_INSTRUCTIONS TO FOLLOW:_ Only lines holding the word "strong" are wanted. Copy them from the listing below.
···
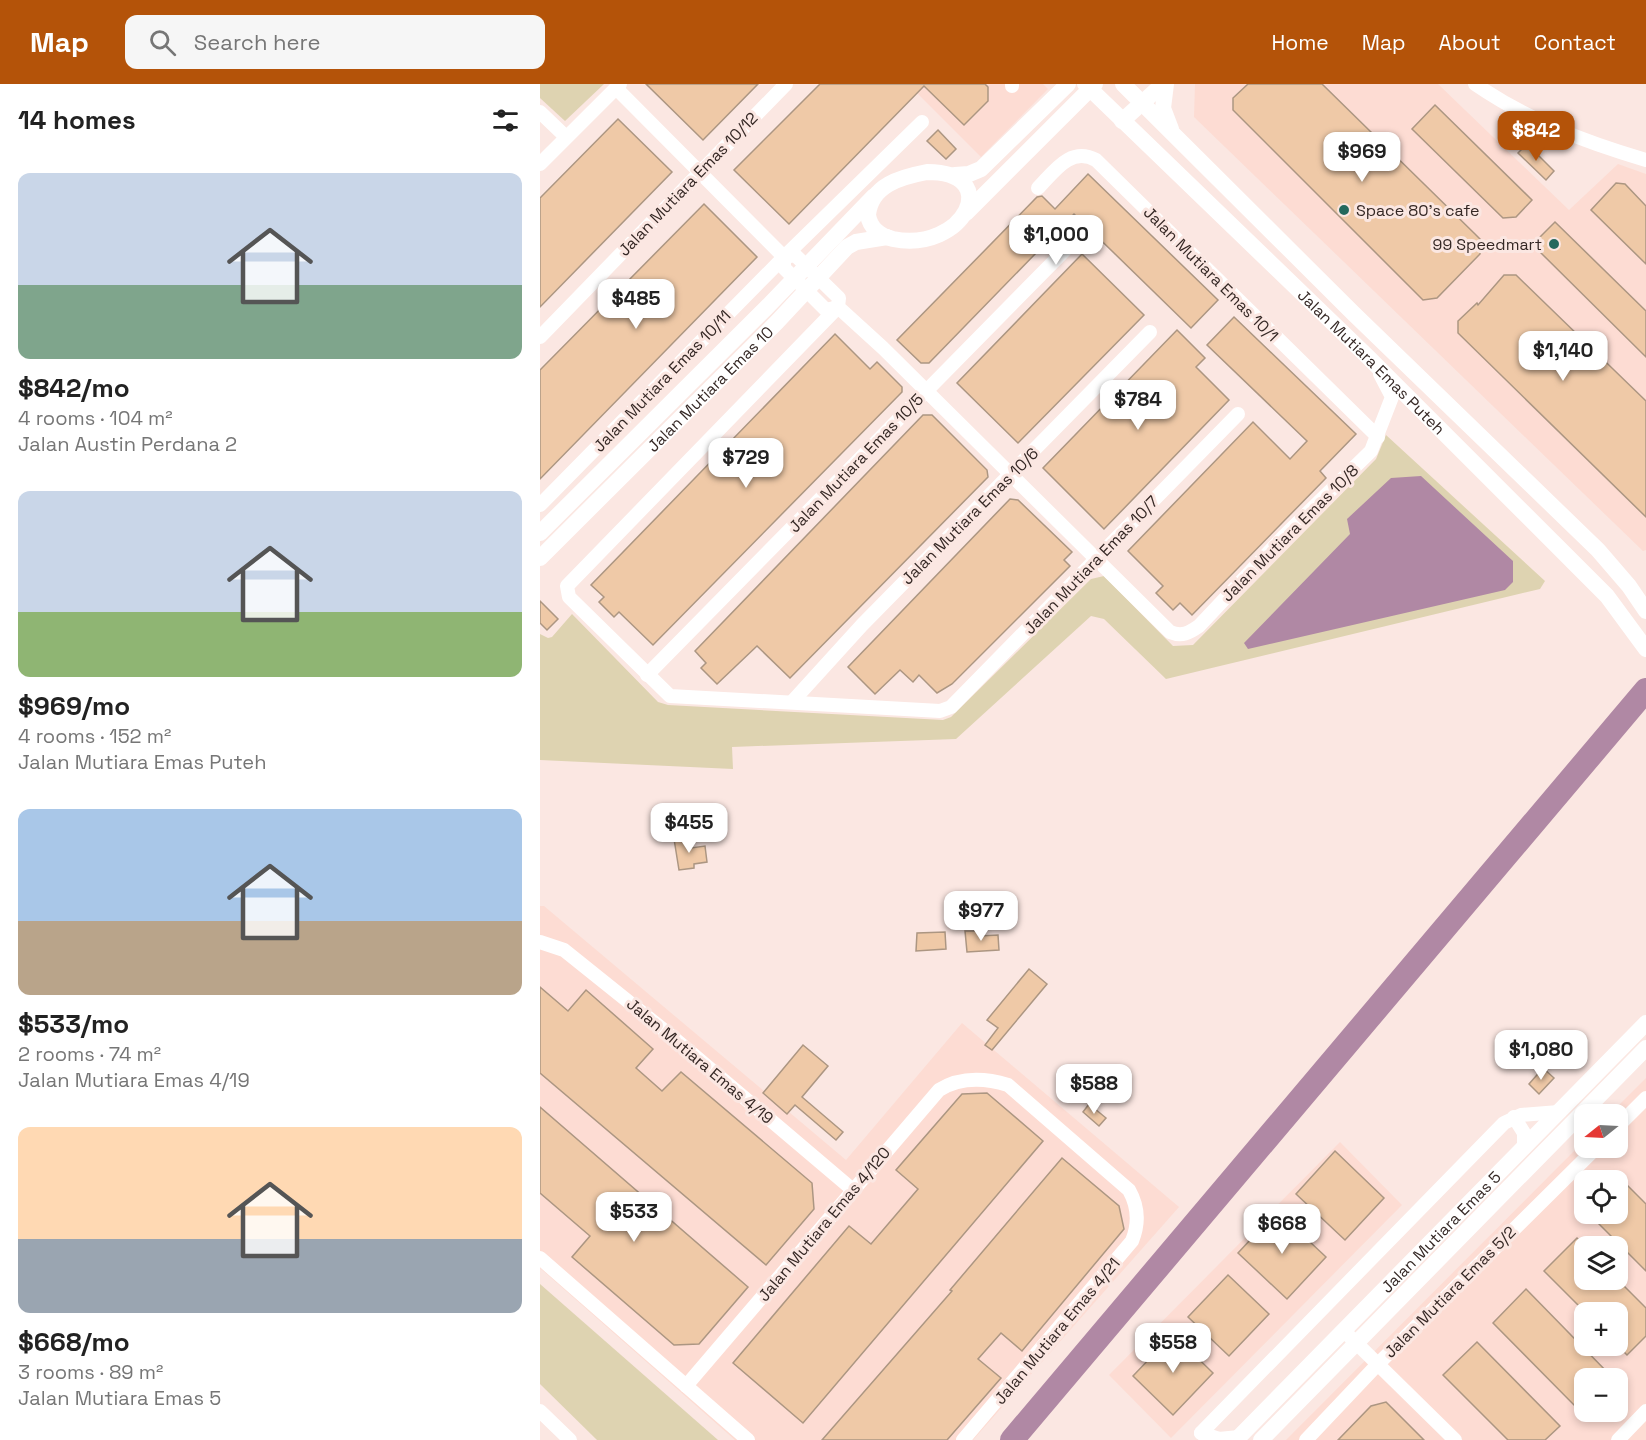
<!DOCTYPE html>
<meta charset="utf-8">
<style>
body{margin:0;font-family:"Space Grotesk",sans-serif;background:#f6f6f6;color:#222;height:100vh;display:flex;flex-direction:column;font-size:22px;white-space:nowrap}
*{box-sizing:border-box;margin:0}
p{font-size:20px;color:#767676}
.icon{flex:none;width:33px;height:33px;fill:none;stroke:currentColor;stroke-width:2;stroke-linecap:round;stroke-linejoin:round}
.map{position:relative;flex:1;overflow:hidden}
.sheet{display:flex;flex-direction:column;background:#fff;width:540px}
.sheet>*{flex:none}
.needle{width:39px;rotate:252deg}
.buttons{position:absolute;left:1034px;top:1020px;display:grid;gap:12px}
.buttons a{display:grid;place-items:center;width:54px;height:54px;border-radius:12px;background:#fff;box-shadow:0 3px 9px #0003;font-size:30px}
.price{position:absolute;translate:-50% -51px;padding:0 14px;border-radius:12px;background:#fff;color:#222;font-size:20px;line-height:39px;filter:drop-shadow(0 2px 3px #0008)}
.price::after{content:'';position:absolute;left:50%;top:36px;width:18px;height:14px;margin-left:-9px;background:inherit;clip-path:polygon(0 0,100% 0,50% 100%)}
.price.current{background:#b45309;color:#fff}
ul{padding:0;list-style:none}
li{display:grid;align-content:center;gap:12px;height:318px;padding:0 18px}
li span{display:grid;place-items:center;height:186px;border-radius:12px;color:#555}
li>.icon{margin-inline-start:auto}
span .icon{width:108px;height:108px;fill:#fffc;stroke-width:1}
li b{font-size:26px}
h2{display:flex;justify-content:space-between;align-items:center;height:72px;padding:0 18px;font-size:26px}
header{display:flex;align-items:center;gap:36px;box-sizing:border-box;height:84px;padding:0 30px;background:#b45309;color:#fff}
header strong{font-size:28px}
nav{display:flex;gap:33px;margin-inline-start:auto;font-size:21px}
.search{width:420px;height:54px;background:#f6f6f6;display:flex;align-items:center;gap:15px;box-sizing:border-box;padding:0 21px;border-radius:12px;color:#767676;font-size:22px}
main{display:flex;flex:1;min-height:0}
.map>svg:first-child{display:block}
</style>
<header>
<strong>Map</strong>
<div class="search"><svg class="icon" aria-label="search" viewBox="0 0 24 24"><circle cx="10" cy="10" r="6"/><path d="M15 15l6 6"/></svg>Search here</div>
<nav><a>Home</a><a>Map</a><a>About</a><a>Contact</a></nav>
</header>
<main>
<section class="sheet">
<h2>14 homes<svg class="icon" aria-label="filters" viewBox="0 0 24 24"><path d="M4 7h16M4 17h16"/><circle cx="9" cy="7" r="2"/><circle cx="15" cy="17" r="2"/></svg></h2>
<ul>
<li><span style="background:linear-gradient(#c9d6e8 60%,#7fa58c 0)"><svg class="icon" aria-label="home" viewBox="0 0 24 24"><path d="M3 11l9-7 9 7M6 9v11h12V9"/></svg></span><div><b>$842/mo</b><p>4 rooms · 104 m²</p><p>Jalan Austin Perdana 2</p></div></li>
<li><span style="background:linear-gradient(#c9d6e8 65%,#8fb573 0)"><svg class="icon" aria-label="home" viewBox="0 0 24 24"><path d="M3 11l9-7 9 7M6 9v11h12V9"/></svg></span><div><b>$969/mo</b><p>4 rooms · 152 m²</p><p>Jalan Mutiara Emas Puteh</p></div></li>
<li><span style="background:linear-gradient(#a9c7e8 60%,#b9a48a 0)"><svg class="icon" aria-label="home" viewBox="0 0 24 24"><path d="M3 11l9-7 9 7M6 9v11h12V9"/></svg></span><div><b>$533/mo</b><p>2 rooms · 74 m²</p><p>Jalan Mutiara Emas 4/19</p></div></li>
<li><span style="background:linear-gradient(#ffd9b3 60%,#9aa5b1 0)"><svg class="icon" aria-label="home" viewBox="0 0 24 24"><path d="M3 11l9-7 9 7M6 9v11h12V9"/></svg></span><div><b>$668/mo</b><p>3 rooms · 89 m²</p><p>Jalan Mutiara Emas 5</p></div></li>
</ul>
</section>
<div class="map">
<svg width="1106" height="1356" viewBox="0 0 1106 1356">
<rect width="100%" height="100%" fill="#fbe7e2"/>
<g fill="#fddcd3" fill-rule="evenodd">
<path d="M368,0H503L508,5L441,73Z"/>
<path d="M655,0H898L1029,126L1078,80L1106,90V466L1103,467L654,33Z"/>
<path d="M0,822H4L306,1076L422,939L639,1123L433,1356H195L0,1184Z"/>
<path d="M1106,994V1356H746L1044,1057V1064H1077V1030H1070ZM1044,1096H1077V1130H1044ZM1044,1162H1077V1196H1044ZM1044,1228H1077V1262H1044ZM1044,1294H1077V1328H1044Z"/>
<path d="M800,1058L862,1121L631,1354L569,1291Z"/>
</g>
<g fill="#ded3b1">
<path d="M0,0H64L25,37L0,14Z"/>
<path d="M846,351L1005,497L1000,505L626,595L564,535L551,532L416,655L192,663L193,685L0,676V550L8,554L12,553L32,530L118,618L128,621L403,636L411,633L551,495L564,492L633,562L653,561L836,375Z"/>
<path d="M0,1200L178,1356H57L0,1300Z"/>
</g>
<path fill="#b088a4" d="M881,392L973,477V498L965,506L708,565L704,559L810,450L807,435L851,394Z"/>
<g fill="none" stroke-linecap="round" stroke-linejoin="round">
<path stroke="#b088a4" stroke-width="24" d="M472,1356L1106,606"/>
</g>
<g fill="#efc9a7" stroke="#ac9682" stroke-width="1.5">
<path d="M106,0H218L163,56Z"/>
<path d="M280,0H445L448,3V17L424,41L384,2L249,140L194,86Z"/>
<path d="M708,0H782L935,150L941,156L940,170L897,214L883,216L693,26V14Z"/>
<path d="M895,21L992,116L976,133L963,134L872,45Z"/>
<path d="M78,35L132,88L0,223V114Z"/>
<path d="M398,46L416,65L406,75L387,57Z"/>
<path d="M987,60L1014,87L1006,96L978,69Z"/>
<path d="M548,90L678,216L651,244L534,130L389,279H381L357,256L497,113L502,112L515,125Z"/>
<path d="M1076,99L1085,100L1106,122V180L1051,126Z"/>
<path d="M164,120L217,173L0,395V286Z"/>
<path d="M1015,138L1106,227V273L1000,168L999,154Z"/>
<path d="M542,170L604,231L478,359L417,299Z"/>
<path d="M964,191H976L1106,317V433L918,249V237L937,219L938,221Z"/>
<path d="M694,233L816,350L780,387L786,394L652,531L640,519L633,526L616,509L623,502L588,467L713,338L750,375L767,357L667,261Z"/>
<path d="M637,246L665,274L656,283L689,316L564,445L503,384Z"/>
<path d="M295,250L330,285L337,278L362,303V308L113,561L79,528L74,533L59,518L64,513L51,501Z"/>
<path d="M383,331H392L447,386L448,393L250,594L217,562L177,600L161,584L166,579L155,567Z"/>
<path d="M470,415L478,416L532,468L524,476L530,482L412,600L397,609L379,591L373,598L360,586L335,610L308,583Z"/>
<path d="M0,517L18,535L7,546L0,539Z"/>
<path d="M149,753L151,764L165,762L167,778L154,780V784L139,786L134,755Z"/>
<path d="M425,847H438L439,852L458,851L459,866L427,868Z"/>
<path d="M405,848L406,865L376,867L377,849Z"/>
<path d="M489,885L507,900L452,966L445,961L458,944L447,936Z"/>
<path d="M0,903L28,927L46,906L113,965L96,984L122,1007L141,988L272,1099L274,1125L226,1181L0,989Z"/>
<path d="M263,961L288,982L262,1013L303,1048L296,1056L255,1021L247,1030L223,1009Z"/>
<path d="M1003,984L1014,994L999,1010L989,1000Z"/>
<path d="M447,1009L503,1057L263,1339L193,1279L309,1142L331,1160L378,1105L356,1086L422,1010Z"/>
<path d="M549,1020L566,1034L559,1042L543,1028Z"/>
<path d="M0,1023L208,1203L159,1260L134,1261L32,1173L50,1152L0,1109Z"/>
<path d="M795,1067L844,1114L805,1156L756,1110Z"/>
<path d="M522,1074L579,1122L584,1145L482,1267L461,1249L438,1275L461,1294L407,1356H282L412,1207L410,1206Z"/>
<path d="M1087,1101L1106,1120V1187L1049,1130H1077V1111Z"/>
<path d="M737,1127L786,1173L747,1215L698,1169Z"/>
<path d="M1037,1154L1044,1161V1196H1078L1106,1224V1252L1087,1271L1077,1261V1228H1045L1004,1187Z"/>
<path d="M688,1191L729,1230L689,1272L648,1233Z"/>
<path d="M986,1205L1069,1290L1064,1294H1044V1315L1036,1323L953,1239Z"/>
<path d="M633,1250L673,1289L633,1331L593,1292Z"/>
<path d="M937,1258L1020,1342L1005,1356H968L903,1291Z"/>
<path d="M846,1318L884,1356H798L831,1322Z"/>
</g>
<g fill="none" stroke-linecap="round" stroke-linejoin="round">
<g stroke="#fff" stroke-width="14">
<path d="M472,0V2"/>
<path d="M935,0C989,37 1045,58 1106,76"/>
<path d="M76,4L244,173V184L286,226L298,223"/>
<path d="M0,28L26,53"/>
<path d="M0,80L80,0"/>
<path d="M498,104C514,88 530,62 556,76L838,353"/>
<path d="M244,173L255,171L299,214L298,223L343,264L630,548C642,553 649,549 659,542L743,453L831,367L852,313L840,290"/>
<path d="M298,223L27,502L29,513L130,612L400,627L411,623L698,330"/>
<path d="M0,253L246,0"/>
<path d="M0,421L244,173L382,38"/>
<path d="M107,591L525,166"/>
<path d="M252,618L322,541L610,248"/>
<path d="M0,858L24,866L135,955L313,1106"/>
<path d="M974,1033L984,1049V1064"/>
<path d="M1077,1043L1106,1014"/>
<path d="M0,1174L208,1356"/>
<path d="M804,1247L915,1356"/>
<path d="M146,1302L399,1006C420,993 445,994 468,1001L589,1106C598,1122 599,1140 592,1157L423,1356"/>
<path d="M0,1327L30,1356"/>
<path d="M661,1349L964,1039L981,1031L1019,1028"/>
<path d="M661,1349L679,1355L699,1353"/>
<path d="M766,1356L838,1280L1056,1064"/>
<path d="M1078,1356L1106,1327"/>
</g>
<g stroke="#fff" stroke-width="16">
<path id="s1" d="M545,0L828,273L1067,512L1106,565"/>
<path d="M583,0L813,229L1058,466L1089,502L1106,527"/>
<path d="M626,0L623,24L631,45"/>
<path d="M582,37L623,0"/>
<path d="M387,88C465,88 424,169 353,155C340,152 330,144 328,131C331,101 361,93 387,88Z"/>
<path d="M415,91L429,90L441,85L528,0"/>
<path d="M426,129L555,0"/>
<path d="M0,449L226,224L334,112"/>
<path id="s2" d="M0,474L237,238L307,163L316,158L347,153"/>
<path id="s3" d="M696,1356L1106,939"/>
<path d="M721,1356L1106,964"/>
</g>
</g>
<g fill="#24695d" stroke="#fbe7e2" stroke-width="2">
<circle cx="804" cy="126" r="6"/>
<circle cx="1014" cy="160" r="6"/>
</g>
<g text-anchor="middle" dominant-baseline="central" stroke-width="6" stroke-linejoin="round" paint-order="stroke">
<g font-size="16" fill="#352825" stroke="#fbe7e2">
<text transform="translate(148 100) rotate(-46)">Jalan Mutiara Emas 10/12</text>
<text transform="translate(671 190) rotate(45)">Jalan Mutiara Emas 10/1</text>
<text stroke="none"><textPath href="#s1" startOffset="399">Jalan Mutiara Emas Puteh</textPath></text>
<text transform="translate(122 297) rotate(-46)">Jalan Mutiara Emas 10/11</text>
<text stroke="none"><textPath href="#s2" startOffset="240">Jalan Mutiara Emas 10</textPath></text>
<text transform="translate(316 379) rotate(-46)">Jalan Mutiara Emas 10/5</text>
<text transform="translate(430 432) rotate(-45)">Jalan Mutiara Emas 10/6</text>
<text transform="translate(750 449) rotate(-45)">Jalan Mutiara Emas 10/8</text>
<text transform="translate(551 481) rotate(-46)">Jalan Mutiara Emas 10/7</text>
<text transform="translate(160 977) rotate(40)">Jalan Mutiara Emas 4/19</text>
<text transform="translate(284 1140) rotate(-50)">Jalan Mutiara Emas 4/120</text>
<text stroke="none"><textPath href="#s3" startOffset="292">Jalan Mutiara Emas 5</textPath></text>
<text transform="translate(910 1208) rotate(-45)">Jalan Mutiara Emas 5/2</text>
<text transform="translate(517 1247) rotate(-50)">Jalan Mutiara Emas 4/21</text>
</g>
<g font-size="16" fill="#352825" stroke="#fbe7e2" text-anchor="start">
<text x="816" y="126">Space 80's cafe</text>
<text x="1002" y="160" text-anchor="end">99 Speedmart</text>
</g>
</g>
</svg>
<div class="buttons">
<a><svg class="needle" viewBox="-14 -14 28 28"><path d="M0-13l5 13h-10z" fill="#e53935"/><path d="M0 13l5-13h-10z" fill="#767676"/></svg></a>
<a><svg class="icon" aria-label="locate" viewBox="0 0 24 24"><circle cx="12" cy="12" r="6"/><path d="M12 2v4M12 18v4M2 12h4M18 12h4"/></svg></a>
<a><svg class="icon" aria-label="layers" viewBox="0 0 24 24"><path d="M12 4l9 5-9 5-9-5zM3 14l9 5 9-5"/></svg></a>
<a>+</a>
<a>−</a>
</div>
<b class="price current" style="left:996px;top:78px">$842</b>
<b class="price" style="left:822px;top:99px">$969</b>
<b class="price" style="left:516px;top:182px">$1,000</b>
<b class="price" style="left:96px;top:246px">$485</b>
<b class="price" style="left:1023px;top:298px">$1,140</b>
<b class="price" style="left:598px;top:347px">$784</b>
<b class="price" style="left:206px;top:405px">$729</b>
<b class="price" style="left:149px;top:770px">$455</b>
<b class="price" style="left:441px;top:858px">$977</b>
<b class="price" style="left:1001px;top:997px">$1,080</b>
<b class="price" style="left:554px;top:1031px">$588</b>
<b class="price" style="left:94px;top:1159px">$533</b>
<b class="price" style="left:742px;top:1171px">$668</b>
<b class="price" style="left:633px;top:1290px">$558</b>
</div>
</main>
···
_EXERCISE RESULT:_
header strong{font-size:28px}
<strong>Map</strong>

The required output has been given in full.